▸ **TASK PROMPT**:
Below are the records. Retype exactly the lines between the lines holding "function write(font, color, halo, rows, align" and "g.font = font", inclusive.

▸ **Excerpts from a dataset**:
※ ※ ※
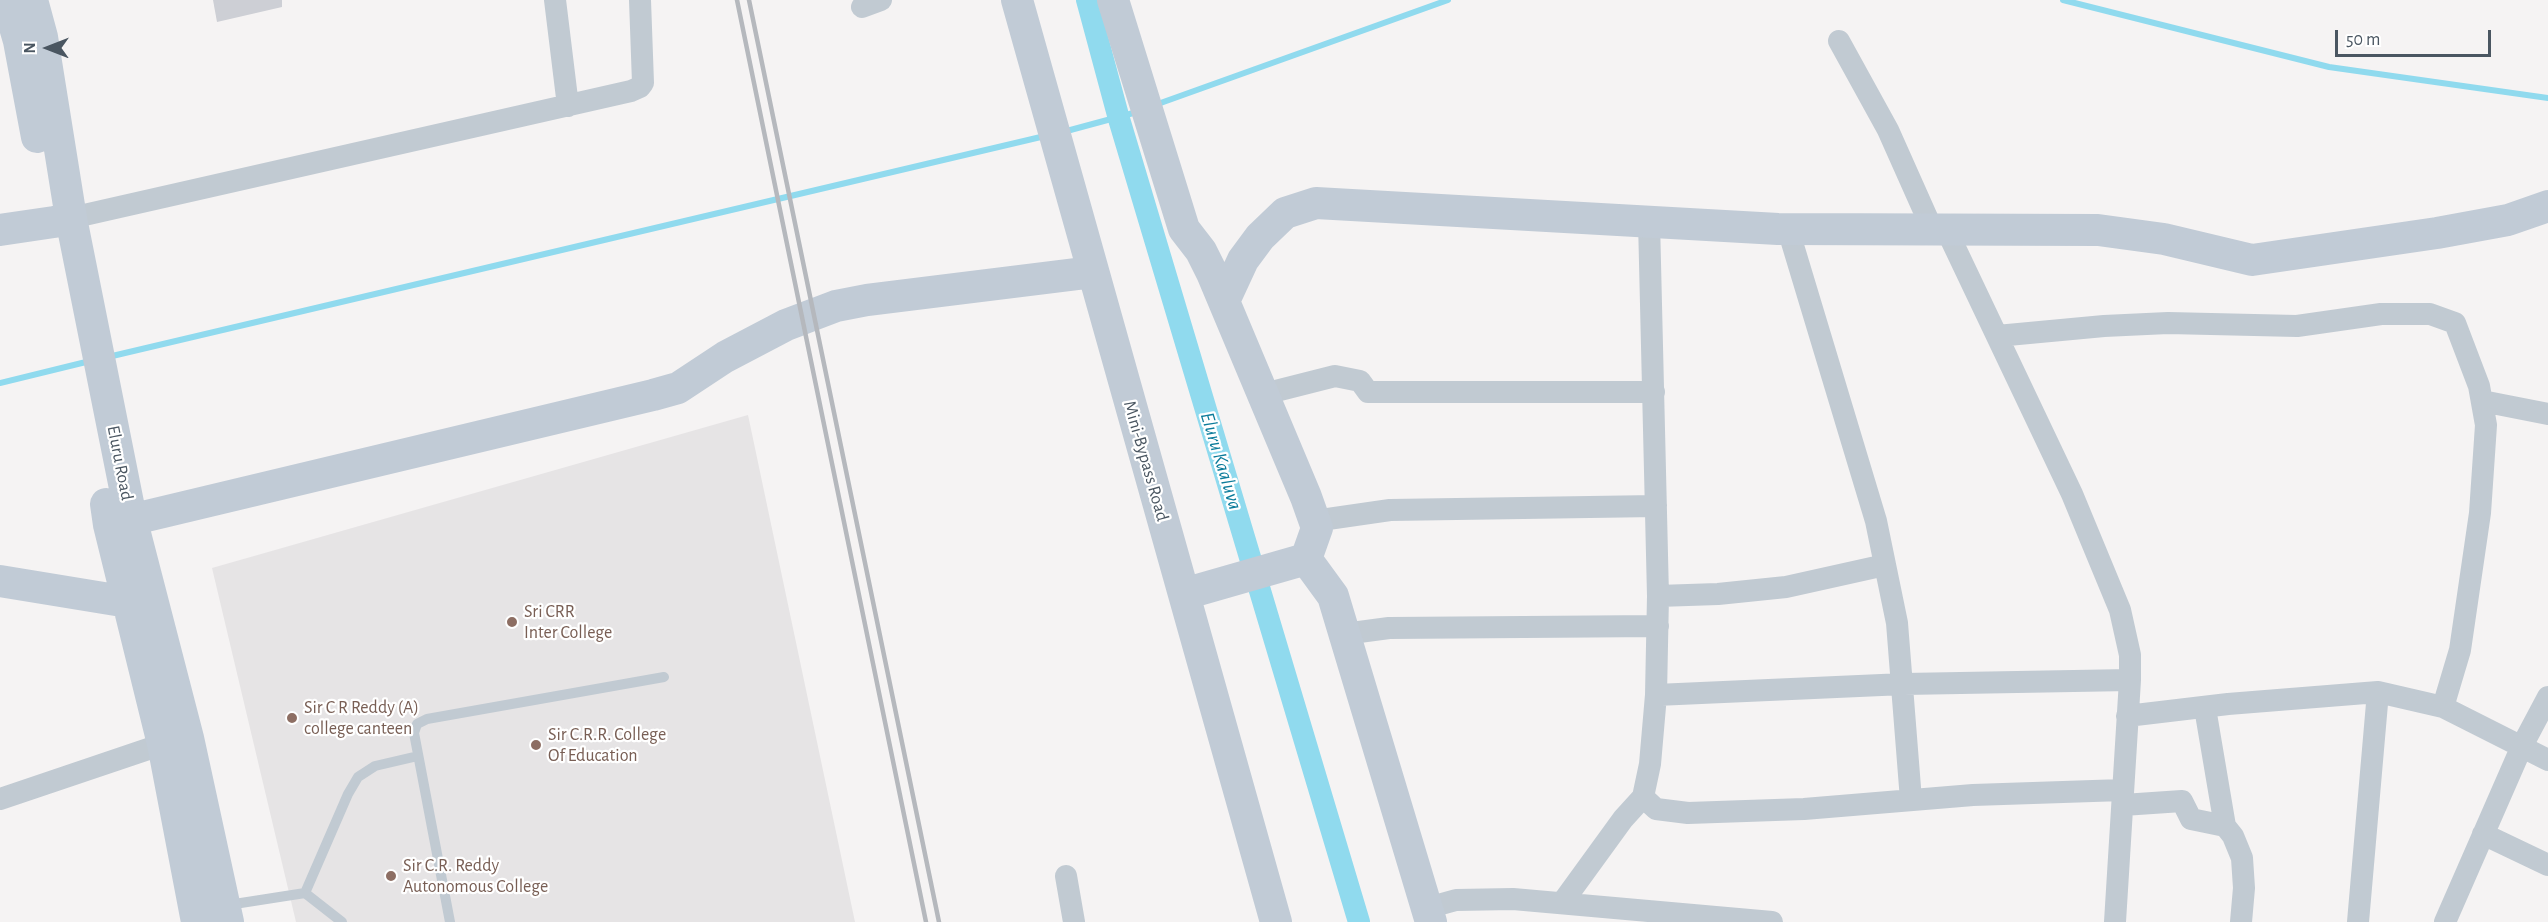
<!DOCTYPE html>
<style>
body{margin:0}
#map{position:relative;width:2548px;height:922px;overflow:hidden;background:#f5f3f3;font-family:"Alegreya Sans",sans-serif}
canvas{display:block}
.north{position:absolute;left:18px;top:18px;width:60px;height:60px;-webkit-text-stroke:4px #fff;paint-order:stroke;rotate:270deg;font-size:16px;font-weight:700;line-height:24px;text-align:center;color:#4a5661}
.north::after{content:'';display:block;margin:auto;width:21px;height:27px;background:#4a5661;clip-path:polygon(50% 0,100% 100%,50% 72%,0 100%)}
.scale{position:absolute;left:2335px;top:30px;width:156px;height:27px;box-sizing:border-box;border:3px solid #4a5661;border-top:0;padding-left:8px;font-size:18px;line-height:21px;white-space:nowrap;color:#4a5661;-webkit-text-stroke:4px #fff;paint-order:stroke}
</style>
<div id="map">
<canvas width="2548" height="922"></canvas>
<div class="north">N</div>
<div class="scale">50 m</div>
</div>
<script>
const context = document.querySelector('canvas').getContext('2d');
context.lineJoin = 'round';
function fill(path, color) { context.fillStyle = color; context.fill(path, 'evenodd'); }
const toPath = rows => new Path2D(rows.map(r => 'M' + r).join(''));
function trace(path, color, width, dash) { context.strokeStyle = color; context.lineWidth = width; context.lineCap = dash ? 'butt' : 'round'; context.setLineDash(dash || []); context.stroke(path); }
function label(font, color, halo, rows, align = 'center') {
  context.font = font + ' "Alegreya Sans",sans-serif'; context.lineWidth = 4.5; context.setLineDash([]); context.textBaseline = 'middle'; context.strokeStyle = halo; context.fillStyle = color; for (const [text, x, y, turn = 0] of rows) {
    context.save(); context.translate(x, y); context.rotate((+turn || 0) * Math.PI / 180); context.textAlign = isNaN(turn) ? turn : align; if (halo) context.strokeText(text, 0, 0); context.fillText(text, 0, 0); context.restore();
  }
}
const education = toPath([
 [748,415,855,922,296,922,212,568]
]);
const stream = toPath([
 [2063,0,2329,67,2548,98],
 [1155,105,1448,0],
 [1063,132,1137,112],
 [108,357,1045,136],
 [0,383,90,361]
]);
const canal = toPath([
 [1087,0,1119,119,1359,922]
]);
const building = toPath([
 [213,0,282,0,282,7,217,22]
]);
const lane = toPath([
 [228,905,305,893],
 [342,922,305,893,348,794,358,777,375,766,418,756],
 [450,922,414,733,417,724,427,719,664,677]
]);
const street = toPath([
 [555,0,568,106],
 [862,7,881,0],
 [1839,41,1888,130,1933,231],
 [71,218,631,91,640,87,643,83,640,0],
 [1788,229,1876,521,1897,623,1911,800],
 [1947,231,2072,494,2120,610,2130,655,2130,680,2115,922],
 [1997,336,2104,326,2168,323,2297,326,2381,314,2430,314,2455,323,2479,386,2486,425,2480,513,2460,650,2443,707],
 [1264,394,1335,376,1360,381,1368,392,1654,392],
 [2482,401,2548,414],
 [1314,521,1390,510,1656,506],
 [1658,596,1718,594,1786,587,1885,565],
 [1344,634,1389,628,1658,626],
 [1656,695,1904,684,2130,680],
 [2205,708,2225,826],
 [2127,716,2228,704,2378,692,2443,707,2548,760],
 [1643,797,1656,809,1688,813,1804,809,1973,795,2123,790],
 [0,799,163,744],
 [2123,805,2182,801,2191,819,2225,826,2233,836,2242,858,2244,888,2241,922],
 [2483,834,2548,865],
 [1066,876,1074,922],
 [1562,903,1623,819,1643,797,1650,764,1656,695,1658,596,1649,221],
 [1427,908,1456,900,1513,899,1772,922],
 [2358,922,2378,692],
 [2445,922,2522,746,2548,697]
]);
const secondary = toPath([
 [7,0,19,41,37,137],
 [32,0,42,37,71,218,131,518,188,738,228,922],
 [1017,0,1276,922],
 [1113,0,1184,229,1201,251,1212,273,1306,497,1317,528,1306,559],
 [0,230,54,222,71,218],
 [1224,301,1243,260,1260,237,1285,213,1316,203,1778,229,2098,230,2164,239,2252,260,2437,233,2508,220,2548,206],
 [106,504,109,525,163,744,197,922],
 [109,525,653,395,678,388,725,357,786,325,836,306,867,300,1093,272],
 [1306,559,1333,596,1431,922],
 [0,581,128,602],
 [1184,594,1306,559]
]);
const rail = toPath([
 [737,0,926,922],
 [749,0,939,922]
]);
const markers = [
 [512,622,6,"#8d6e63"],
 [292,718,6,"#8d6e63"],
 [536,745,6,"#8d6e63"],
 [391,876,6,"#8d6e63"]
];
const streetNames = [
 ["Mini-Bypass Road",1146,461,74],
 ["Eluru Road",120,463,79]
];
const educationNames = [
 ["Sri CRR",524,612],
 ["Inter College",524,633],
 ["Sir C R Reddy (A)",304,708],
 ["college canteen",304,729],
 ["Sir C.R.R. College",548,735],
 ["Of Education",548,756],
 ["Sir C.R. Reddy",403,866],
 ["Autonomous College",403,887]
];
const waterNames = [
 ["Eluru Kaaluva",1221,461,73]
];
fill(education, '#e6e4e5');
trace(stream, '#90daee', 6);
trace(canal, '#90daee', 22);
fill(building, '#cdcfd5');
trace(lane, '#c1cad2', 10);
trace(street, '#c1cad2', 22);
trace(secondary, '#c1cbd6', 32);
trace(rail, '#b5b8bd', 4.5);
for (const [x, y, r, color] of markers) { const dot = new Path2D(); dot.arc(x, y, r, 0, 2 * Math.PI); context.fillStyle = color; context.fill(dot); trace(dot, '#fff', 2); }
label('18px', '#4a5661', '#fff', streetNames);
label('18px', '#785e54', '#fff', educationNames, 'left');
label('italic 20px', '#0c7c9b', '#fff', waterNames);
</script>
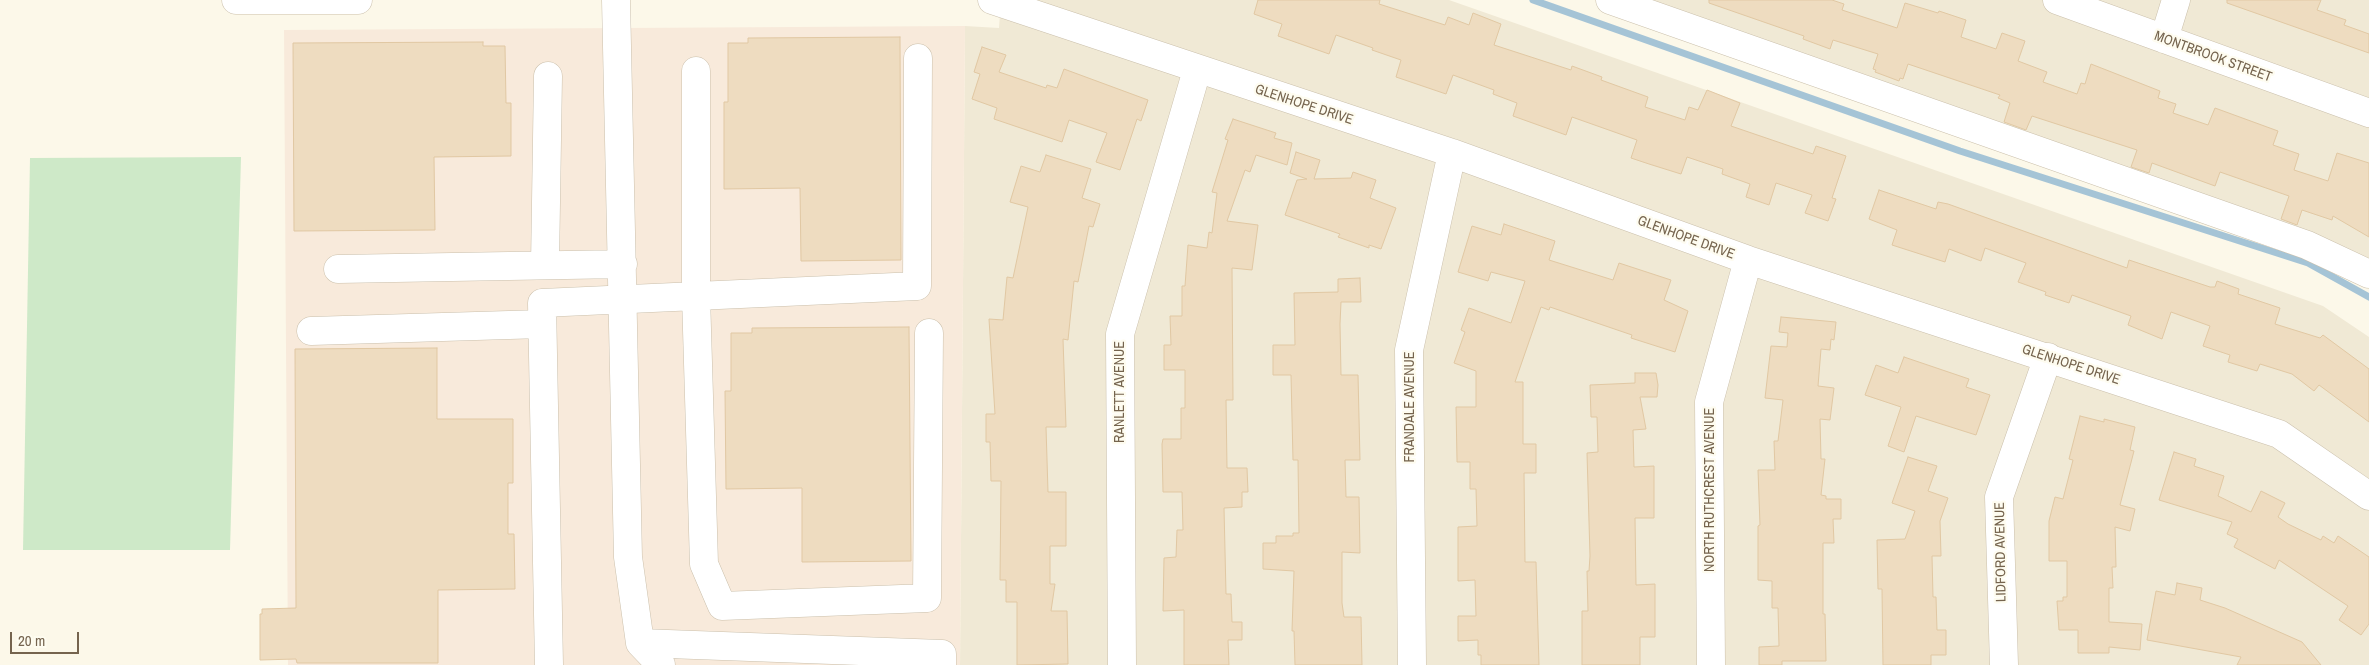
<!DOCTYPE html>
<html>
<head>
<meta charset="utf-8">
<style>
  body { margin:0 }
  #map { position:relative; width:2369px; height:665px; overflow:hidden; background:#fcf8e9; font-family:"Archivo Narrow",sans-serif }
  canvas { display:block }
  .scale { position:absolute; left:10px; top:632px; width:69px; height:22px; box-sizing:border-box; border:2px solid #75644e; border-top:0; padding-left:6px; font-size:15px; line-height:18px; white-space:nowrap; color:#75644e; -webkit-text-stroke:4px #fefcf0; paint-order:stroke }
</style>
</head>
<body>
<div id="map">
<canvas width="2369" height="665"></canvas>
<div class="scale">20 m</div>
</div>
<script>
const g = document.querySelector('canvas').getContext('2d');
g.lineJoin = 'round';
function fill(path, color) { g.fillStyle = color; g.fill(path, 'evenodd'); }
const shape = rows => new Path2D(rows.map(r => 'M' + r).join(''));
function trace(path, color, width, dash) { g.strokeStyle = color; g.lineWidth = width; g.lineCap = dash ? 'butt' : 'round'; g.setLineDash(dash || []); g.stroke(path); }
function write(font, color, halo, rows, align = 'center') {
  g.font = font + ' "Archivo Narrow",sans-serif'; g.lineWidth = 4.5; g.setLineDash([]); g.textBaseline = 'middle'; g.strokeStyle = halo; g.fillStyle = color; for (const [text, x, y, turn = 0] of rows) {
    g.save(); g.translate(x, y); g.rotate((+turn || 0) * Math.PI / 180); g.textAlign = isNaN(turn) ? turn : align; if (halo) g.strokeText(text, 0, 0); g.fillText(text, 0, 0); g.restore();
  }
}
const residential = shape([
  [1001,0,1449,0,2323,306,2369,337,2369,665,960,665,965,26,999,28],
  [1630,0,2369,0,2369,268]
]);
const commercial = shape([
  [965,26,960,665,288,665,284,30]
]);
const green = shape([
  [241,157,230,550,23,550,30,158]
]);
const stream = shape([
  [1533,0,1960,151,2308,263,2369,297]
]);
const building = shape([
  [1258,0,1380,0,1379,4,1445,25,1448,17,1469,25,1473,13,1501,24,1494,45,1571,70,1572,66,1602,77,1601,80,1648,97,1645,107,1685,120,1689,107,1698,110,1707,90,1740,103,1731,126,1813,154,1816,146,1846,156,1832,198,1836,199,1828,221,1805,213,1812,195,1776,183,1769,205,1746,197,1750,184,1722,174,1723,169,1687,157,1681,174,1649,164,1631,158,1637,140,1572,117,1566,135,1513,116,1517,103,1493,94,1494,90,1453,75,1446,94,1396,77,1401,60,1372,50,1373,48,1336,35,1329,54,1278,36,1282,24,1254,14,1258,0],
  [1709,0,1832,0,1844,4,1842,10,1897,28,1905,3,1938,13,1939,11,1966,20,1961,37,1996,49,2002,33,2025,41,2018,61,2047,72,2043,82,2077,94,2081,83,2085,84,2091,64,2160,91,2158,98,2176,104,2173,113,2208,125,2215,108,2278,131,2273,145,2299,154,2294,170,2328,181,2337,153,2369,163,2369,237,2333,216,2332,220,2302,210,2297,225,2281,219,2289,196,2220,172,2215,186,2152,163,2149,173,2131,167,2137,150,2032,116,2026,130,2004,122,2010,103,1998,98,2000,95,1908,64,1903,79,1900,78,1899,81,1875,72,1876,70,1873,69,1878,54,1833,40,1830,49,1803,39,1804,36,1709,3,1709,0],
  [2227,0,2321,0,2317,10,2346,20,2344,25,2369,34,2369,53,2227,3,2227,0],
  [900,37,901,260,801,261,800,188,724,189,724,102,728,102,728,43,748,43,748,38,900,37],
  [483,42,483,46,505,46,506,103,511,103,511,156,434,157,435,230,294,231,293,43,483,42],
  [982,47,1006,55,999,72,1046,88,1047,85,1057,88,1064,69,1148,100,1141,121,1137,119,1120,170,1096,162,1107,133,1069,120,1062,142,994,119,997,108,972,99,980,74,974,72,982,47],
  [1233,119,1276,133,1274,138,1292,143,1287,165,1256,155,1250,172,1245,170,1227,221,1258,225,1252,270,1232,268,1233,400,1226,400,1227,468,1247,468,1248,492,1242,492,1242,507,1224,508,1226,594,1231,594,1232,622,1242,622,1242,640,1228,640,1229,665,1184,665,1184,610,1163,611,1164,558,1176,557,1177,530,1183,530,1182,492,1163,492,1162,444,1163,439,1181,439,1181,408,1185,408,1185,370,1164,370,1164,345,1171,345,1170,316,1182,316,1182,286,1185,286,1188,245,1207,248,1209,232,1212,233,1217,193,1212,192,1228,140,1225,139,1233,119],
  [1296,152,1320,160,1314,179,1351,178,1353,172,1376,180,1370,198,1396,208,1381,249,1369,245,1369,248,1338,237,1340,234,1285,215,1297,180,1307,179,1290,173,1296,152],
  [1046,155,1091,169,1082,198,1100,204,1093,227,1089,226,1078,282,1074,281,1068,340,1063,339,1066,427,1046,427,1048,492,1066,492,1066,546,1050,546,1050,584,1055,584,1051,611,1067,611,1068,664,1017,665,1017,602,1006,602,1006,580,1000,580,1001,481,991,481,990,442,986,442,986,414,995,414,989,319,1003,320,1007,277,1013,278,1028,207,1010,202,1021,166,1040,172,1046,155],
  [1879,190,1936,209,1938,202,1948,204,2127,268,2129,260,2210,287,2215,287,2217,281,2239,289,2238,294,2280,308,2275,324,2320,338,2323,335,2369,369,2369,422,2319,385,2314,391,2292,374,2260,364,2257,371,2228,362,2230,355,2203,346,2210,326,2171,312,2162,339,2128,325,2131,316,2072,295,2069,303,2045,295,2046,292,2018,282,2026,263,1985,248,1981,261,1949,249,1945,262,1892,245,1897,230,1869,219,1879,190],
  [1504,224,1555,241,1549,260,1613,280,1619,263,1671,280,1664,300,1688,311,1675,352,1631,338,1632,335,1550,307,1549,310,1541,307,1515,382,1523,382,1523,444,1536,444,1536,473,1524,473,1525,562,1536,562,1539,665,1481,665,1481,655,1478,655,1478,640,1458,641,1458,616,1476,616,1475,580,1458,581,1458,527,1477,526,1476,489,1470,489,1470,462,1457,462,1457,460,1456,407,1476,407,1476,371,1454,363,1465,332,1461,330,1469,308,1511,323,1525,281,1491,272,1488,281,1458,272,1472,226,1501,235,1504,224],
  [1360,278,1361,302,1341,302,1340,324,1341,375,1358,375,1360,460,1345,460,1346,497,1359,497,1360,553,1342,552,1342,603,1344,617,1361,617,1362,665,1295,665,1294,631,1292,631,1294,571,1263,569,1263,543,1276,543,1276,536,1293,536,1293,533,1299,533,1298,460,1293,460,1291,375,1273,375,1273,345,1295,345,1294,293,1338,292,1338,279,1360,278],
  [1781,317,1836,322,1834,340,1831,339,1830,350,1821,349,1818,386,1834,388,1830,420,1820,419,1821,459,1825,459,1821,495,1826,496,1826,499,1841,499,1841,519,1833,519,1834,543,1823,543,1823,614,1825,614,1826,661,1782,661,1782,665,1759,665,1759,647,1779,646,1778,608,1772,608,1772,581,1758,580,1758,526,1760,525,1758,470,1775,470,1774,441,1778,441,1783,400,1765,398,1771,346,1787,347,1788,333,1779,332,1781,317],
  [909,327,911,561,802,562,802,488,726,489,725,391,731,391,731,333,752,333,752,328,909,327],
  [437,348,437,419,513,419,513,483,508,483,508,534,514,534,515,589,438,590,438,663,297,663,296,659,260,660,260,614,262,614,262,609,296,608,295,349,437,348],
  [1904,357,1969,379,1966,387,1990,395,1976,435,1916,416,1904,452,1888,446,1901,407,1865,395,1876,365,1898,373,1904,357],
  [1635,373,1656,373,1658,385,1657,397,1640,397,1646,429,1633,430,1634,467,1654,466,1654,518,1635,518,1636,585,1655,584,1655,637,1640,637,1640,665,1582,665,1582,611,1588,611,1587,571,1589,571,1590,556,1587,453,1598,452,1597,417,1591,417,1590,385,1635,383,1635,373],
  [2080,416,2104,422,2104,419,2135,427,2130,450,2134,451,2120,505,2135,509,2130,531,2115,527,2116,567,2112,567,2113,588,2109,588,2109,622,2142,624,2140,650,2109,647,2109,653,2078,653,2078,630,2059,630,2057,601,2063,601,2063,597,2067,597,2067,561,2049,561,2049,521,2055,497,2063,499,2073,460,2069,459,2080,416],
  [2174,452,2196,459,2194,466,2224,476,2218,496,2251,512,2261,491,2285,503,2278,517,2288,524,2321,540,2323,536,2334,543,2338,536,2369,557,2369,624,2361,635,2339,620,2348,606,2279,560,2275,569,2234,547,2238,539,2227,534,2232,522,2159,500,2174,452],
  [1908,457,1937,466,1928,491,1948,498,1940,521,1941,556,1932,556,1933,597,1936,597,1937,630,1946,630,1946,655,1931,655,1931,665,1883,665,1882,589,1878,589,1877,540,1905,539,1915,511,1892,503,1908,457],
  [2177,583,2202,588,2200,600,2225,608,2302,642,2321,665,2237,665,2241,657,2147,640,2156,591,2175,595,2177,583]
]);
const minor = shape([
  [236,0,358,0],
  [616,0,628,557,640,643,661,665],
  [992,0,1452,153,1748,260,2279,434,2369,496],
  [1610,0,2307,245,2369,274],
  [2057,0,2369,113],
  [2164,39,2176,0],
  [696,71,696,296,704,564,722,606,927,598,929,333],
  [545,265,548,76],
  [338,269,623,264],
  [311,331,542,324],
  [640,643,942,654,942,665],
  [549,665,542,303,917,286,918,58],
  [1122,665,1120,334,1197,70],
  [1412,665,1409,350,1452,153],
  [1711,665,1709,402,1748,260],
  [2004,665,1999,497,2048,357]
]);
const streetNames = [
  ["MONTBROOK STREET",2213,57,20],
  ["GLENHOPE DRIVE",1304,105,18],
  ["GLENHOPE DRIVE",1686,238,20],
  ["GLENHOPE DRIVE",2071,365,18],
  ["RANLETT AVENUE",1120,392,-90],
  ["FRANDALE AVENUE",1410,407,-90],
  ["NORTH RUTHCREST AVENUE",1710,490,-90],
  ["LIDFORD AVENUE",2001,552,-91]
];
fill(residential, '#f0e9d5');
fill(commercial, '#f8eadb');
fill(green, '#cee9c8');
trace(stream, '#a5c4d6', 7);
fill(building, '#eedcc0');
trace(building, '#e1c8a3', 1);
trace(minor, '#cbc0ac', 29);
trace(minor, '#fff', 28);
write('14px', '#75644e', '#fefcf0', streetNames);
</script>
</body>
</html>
※ ※ ※
▸ **RESPONSE TO THE EXERCISE**:
function write(font, color, halo, rows, align = 'center') {
  g.font = font + ' "Archivo Narrow",sans-serif'; g.lineWidth = 4.5; g.setLineDash([]); g.textBaseline = 'middle'; g.strokeStyle = halo; g.fillStyle = color; for (const [text, x, y, turn = 0] of rows) {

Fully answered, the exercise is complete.